Gregory Sound, Foul Sound, South Sound, every sound around the three islands was full of mackerel.

For several days all the available curraghs belonging to Inishmaan, and the two other islands as well, had been out after them the whole day long. The Aran folk are not particularly expert fishermen, and their share of the herring fishery, the chief take of the year, is apt to be a meagre one. They have neither the tackle nor the hereditary skill of the Galway Claddagh men—though even these fish less and worse than their fathers did, and let the lion’s share of the yearly spoil fall into the hands of strangers. As for the once famous “sun-fishing,” it has become a myth: the fish are scarcer, but even when they do appear hardly an attempt is made to secure them.

Grania O’Malley and Murdough Blake were out alone together in a curragh in the South Sound. They were fishing at a distance of several miles from their own island, beyond the least of the three islands, Inisheer, and between it and the opposite coast of Clare. The sun shone brightly, the sea was almost a dead calm, yet the great green rollers kept their boat incessantly on the move—slowly, slowly up one side of a smooth green glassy ridge; then slowly, slowly down the other side—down, down, down, sleepily, quietly, all but imperceptibly, into the hollow of the next glassy valley; then up, up, up, to the very top of the one beyond.

Despite this movement the sea had the effect of seeming to have a film of glass laid over it, so unbroken was its surface. You might have traced the same roller which had just lifted their own boat’s keel miles upon miles away, till it finally broke against the Hag’s Head or got lost somewhere in the direction of Miltown Malbay. Everywhere the black bows of other curraghs peered up mysteriously, looking like the heads of walruses, dudongs, or some such sea-habitants; now visible above the shining surface; now lost to sight; then suddenly reappearing again. It seemed as if they were amusing themselves by some warm-weather game of floating and diving.

Summer had come at last, there was no doubt of that fact! As Murdough and Grania walked down to the boat the air had been full of all manner of alluring promises. The year had at last awakened, and even those small epitomes of desolation, their own islands, had caught the infection, their usual ascetic aspect having given way to-day to one of quite comparative frolicsomeness—the sort of frolicsomeness suggestive of a monk or a nun upon an unwonted holiday. At the point where they had got into the curragh the sand was one mass of silene, spreading its reticulated net in all directions. Across this green net the still young rays of the sun had struck, lighting up the thin long stems and white pendulous flower-heads, which sprang up again every time they were trodden down, nodding, and nodding frantically, in breezy, reckless defiance of any such accidents.

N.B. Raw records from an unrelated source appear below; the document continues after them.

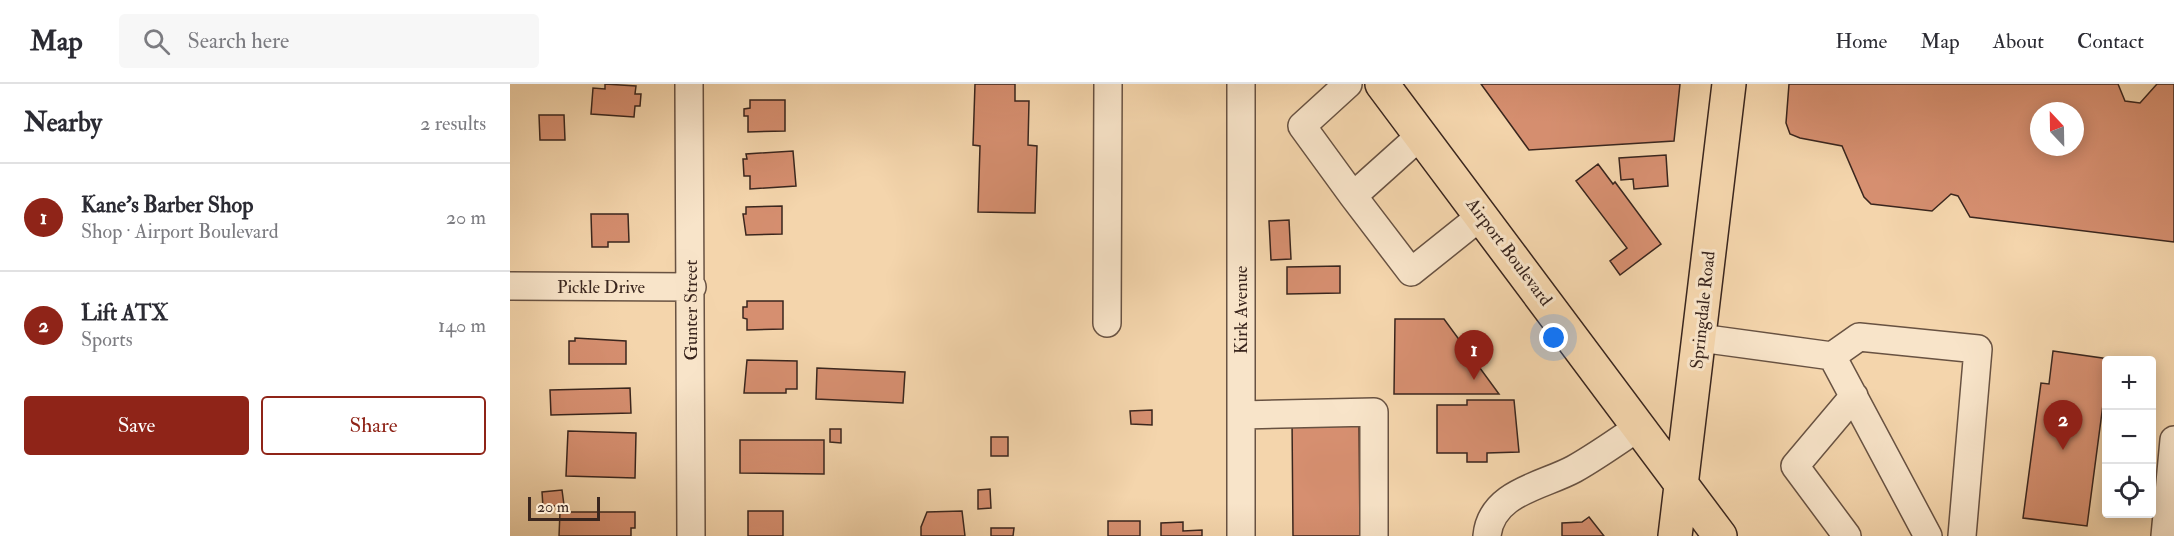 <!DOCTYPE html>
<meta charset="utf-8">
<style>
body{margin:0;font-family:"IM FELL Double Pica",serif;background:#f7f7f7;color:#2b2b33}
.controls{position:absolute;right:18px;bottom:18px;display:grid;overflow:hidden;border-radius:6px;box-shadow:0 3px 15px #0003}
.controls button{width:54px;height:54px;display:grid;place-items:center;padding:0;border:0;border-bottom:2px solid #e1e1e2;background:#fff;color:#2b2b33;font:30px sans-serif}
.compass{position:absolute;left:1520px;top:18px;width:54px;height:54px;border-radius:50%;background:#fff;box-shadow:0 3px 15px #0003;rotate:338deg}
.scale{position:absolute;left:18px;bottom:15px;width:72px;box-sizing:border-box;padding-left:6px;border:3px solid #3a261e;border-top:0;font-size:16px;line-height:21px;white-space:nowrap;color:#3a261e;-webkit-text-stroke:4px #f8e4c9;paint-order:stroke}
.you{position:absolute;left:1044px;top:254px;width:21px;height:21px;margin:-15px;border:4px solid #fff;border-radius:50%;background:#1a73e8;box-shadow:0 0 0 9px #1a73e833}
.badge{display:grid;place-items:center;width:39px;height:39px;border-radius:50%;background:#8f2418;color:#fff;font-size:20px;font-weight:700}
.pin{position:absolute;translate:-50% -50px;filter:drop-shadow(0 2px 3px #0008)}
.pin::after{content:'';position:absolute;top:32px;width:21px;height:18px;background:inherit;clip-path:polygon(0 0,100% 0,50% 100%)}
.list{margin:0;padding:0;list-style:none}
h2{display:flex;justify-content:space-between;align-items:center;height:78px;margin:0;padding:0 24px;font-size:26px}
h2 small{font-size:20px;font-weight:400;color:#7c7c81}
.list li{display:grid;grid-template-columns:39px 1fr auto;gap:18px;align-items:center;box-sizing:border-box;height:108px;padding:0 24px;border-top:2px solid #e1e1e2}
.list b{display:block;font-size:22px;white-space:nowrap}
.list p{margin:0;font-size:20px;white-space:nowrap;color:#7c7c81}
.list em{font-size:20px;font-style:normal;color:#7c7c81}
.actions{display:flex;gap:12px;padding:18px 24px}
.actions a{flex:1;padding:14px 0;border:2px solid #8f2418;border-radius:6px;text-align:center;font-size:21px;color:#8f2418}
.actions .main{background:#8f2418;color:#fff}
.icon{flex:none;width:33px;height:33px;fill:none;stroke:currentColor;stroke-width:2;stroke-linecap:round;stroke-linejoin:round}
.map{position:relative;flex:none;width:1664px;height:452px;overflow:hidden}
header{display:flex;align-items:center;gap:36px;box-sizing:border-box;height:84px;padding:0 30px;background:#fff;border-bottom:2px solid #e1e1e2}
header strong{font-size:28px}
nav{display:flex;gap:33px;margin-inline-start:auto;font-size:21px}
.search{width:420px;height:54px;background:#f7f7f7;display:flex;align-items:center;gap:15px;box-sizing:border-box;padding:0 21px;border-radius:6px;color:#7c7c81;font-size:22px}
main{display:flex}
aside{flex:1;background:#fff}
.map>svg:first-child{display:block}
.building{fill:#d68f70;stroke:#3a261e;stroke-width:1.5;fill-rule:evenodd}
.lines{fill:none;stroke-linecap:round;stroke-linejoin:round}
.minor-casing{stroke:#685242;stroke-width:30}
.major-casing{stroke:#3a261e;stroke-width:36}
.minor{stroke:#f8e4c9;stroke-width:27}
.major{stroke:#f4d5ac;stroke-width:33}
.labels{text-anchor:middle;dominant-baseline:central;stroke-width:6;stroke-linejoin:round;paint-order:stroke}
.street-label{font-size:18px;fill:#3a261e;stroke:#f8e4c9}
</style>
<header>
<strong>Map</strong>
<div class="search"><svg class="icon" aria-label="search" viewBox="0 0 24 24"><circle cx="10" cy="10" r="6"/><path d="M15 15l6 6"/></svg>Search here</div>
<nav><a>Home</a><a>Map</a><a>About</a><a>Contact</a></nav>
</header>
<main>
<aside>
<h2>Nearby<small>2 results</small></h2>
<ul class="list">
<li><span class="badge">1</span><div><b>Kane's Barber Shop</b><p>Shop · Airport Boulevard</p></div><em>20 m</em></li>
<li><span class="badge">2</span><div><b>Lift ATX</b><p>Sports</p></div><em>140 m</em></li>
</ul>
<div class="actions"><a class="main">Save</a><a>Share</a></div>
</aside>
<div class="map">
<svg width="1664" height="452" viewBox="0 0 1664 452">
<rect width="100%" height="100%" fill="#f4d5ac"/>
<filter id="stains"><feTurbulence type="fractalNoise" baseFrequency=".00333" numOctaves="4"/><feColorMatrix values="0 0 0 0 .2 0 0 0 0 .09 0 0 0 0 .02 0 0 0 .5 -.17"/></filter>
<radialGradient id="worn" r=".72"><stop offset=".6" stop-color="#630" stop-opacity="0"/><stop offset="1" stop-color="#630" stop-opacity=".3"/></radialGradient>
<!-- building -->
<path class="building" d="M 95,0 L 126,2 L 125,10 L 131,10 L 130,22 L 125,22 L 124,33 L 81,30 L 83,4 L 95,5 Z
M 465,0 L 505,0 L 505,17 L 519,17 L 518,61 L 527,62 L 525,129 L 468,128 L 470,62 L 463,61 Z
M 971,0 L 1170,0 L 1164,57 L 1019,66 Z
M 1279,0 L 1608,0 L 1615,17 L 1630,19 L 1647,0 L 1664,0 L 1664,158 L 1460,133 L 1448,112 L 1441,110 L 1422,127 L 1361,120 L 1354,113 L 1332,62 L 1290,54 L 1280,50 L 1276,39 ZM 1529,27 L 1565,27 L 1565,63 L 1529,63 Z
M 240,16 L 275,16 L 275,47 L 238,48 L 238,32 L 234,32 L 234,25 L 240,24 Z
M 29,31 L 54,31 L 55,56 L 30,56 Z
M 283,67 L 286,102 L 240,105 L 240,92 L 234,92 L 233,75 L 237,75 L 236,70 Z
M 1156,71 L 1158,102 L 1124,105 L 1123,95 L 1111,96 L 1109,74 Z
M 1088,80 L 1103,100 L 1105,98 L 1151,160 L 1110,191 L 1100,177 L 1117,164 L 1066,97 Z
M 272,122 L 272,150 L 236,151 L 233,130 L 236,130 L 236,123 Z
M 81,130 L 118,130 L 119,158 L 98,158 L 98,163 L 82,163 Z
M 779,136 L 781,175 L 761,176 L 759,137 Z
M 830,182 L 830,209 L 777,210 L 777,183 Z
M 237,217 L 273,217 L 273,245 L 237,246 L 237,235 L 233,234 L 233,223 L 237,223 Z
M 885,235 L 934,235 L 989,310 L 884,310 Z
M 65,254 L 116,257 L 116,280 L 59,280 L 59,257 L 65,257 Z
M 1543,267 L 1599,275 L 1577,442 L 1513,434 L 1531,299 L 1539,300 Z
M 237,276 L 287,277 L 287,305 L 276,305 L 276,309 L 234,309 Z
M 307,284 L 395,288 L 393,319 L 306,315 Z
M 120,304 L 121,329 L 41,331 L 40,306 Z
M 957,316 L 1004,316 L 1009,368 L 977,369 L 977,378 L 957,378 L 957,369 L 927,369 L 927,321 L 957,321 Z
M 642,326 L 642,341 L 621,340 L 620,327 Z
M 782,334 L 849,334 L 850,452 L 783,452 Z
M 320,345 L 331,345 L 331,359 L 320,358 Z
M 58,347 L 126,349 L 125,394 L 56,392 Z
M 481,353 L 498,353 L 498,372 L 481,372 Z
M 230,356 L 314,356 L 314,390 L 230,389 Z
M 480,405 L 481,424 L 468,425 L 468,406 Z
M 52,406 L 54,421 L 33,423 L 32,408 Z
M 238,427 L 273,427 L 273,452 L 238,452 Z
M 452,427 L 455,452 L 411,452 L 411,443 L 417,428 Z
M 50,428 L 125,428 L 125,444 L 121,444 L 121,452 L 49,452 Z
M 1079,433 L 1094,452 L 1052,452 L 1052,439 L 1072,438 Z
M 598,437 L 630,437 L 630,452 L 598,452 Z
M 673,438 L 673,447 L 692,446 L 692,452 L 651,452 L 651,439 Z
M 481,444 L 504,444 L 503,452 L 481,452 Z"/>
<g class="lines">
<defs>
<path id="minor" d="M 179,0 L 181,452
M 731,0 L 731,452
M 838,0 L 792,42 L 843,112 L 911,51
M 843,112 L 901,188 L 971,132
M 0,202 L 182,203
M 597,239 L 598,0
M 1190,254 L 1322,272 L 1349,253 L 1468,265 L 1452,452
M 1322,272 L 1418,452
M 731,331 L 864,328 L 864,452
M 977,452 C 981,408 1033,402 1064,385 C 1087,372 1108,357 1130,342
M 1337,452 L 1285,382 L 1344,312
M 1655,452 L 1664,356"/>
<path id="major" d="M 872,0 L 1210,452
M 1165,452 L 1219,0"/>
</defs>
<!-- minor casing -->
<use href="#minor" class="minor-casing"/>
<!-- major casing -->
<use href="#major" class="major-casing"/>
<!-- minor -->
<use href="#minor" class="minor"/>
<!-- major -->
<use href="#major" class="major"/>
</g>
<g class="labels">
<!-- street labels -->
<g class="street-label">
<text transform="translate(999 168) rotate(53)">Airport Boulevard</text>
<text x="91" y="203">Pickle Drive</text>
<text transform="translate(181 226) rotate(-90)">Gunter Street</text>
<text transform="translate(731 226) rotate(-90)">Kirk Avenue</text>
<text transform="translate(1193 226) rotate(-84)">Springdale Road</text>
</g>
</g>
<rect width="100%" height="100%" filter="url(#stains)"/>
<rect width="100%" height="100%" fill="url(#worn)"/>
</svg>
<div class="controls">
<button>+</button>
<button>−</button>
<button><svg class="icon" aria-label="locate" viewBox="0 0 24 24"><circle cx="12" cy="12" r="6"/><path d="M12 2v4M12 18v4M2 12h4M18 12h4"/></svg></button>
</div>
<svg class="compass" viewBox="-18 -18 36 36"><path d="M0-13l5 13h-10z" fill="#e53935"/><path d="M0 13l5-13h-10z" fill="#7c7c81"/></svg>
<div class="scale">20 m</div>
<div class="you"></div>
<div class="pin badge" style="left:964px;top:296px">1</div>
<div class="pin badge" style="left:1553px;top:366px">2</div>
</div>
</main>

Even out here, in the middle of the bay, there was an extraordinary sense of lightness—a sense of warmth, too, of gaiety and elation. The distant headlands, generally swathed to the very feet in clouds, wore to-day an air of quite Italian-like distinctness, joined to a not at all Italian-like sense of remoteness and distance. It was a day of days, in short! A day to write up in red chalk; a day to remember for years; not a day, alas! likely soon to recur again.

Grania felt foolishly happy. Not for a long time, not since she had first known for certain that Honor must die, hardly since she and Murdough had been children together, had she felt so light, so rid of all tormenting thoughts, thoughts all the worse and more tormenting from their being so imperfectly understood. Her heart seemed to leap and bound under her old patched bodice, though she sat erect and decorously upon her narrow thwart, watching the line as if no other thought for her existed in the whole world. Inside that old bodice, however, a whole dance of glad young fancies were flitting to and fro and up and down. The world was good, after all, she thought—good! good! good!—at least sometimes!